Somewhere across Henrietta, something crackled explosively. It was either a transistor falling prey to the electric whims of the ley line or Joseph Kavinsky having premature fun with one of his infamous Fourth of July explosives. Either way, it was a good day to get out of town.



“We should get moving,” Gansey ordered. “It’s only going to get hotter.”



Just a few dozen yards away, the Gray Man sat in the Champagne Monster on Monmouth Avenue, paging through a history book and listening to Muswell Hillbillies while the air-conditioning played across his skin. Really, he should’ve been reading up on Welsh history— his cursory research on the Lynch brothers revealed that one of the boys they ran with was obsessed with it — but instead he indulged himself by trying his hand at a new translation of “Bede’s Death Song.” It was like an archaic crossword puzzle. When the text said Fore ðæm nedfere nænig wiorðe, would it be truer to the original intent of the writer to translate it as “Before the fated journey there” or “Facing the path to Death”? Pleasurable trials!



The Gray Man looked up as a boy emerged from Monmouth Manufacturing. The overgrown lot was already a mess of teens and rental vehicles and boats; they were clearly getting ready to go somewhere. The boy who had just exited was the square, showy one who looked like he was about to fall into Senate — Richard Gansey. The third. That meant that somewhere there were at least two more Richard Ganseys. He didn’t notice the Gray Man’s rental car parallel parked in the shadows. Nor did he notice the white Mitsubishi parked just down the road. The Gray Man wasn’t the only one waiting for the Monmouth Manufacturing building to be vacated.

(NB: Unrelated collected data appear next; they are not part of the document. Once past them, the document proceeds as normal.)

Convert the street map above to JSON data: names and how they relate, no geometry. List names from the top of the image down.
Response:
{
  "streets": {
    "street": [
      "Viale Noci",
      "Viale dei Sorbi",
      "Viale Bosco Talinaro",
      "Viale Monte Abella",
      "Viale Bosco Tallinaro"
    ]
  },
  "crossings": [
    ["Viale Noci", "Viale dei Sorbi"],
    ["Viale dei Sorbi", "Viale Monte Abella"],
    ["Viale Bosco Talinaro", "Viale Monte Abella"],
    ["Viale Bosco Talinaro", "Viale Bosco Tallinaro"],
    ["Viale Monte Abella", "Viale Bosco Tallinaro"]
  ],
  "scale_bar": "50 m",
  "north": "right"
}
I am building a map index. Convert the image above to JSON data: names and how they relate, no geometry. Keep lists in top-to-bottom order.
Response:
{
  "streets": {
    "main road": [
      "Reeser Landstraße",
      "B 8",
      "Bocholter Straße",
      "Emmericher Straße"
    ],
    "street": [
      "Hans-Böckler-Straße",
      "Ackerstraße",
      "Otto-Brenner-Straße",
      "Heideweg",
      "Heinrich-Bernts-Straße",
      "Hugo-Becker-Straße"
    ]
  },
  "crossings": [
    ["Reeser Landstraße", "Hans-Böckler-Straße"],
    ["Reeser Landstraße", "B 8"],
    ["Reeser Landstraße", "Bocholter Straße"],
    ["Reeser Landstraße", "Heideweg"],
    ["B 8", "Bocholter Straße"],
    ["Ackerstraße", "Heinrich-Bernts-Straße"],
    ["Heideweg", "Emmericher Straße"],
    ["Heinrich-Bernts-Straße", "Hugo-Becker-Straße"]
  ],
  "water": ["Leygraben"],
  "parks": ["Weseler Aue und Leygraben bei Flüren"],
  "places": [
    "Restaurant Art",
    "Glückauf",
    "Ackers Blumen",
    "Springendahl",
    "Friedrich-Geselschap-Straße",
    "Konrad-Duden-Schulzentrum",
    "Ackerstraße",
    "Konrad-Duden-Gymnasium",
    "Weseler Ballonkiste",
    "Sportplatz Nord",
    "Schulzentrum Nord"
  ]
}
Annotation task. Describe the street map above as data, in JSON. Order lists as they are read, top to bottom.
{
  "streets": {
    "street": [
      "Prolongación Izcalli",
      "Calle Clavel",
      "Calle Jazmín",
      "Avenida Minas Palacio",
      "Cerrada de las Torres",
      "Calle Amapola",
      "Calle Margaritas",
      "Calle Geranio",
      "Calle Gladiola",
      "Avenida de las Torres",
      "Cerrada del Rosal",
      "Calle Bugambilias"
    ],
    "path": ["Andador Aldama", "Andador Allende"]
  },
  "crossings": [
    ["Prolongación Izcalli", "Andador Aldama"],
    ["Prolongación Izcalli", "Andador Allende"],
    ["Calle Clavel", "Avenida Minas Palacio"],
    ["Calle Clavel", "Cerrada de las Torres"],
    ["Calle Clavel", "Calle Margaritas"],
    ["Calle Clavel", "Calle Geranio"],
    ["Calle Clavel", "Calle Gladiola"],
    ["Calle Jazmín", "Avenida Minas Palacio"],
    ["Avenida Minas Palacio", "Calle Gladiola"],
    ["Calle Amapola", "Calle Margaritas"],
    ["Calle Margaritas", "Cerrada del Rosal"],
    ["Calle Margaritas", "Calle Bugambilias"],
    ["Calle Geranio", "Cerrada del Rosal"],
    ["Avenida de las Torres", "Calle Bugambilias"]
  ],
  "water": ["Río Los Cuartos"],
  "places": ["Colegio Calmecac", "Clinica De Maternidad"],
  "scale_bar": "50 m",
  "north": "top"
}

A fellow academic had once asked the Gray Man: “Why Anglo-Saxon history?” At the time it had struck the Gray Man as a foolish and unanswerable question. The things that drew him to that time period were surely unconscious and manyheaded, diffused through his blood from a lifetime of influences. One might as easily ask him why he preferred to wear gray, why he disliked gravy of all sorts, why he loved the seventies, why he was so fascinated by brothers when he couldn’t seem to succeed at being one himself. He’d told the academic that guns had made history boring, which he knew was a lie even as he said it, and then he’d extricated himself from the conversation. Of course he thought of the true answer later, but it was too late then.



It was this: Alfred the Great. Alfred became king during one of armpits of English history. There was no England, really, not back then. Just small kingdoms with bad teeth and abbreviated tempers. Life was, as the old saying went, nasty, brutish, short. When the Vikings came tearing onto the island, the kingdoms didn’t stand a chance. But Alfred stepped in to unite them. He made them a brotherhood, pushed out the Vikings. He’d promoted literacy and the translation of important books. Encouraged the poets and the artists and writers. He’d ushered in a renaissance before the Italians had ever considered the concept.



He was one man, but he’d changed Anglo-Saxon England forever. He imposed order and honor, and under that crusheddown grass of principle, the flower of poetry and civility had burst through.



What a hero , the Gray Man thought. Another Arthur.



His attention snapped up as Ronan Lynch stepped out of the old factory. He was clearly related to Declan: same nose, same dark eyebrows, same phenomenal teeth. But there was a carefully cultivated sense of danger to this Lynch brother. This was not a rattlesnake hidden in the grass, but a deadly coral snake striped with warning colors. Everything about him was a warning: If this snake bit you, you had no one to blame but yourself.